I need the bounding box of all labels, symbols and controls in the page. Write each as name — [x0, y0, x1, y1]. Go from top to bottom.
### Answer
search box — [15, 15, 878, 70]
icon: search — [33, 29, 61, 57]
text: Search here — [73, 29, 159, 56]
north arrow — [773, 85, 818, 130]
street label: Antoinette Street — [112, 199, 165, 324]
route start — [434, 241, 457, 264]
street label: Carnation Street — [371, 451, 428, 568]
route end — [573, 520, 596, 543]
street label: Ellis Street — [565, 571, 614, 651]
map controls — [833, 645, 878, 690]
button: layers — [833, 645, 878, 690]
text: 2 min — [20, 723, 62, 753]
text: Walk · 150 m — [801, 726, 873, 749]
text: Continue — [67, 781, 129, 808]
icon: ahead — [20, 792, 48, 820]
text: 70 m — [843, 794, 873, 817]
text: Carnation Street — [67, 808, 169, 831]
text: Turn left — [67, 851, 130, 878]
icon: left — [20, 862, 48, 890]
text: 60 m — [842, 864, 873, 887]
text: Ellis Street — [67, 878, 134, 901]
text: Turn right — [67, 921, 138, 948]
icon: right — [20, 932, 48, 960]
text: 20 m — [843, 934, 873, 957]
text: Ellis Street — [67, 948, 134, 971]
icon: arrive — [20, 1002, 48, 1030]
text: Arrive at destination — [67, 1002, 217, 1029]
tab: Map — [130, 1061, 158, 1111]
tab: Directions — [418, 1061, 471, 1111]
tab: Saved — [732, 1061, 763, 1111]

━━━━━━━━

Work task — Return all entries exactly.

Written solution —
I need the bounding box of all labels, symbols and controls in the page. Write each as name — [x0, y0, x1, y1]. Go from top to bottom.
### Answer
search box — [15, 15, 878, 70]
icon: search — [33, 29, 61, 57]
text: Search here — [73, 29, 159, 56]
north arrow — [773, 85, 818, 130]
street label: Antoinette Street — [112, 199, 165, 324]
route start — [434, 241, 457, 264]
street label: Carnation Street — [371, 451, 428, 568]
route end — [573, 520, 596, 543]
street label: Ellis Street — [565, 571, 614, 651]
map controls — [833, 645, 878, 690]
button: layers — [833, 645, 878, 690]
text: 2 min — [20, 723, 62, 753]
text: Walk · 150 m — [801, 726, 873, 749]
text: Continue — [67, 781, 129, 808]
icon: ahead — [20, 792, 48, 820]
text: 70 m — [843, 794, 873, 817]
text: Carnation Street — [67, 808, 169, 831]
text: Turn left — [67, 851, 130, 878]
icon: left — [20, 862, 48, 890]
text: 60 m — [842, 864, 873, 887]
text: Ellis Street — [67, 878, 134, 901]
text: Turn right — [67, 921, 138, 948]
icon: right — [20, 932, 48, 960]
text: 20 m — [843, 934, 873, 957]
text: Ellis Street — [67, 948, 134, 971]
icon: arrive — [20, 1002, 48, 1030]
text: Arrive at destination — [67, 1002, 217, 1029]
tab: Map — [130, 1061, 158, 1111]
tab: Directions — [418, 1061, 471, 1111]
tab: Saved — [732, 1061, 763, 1111]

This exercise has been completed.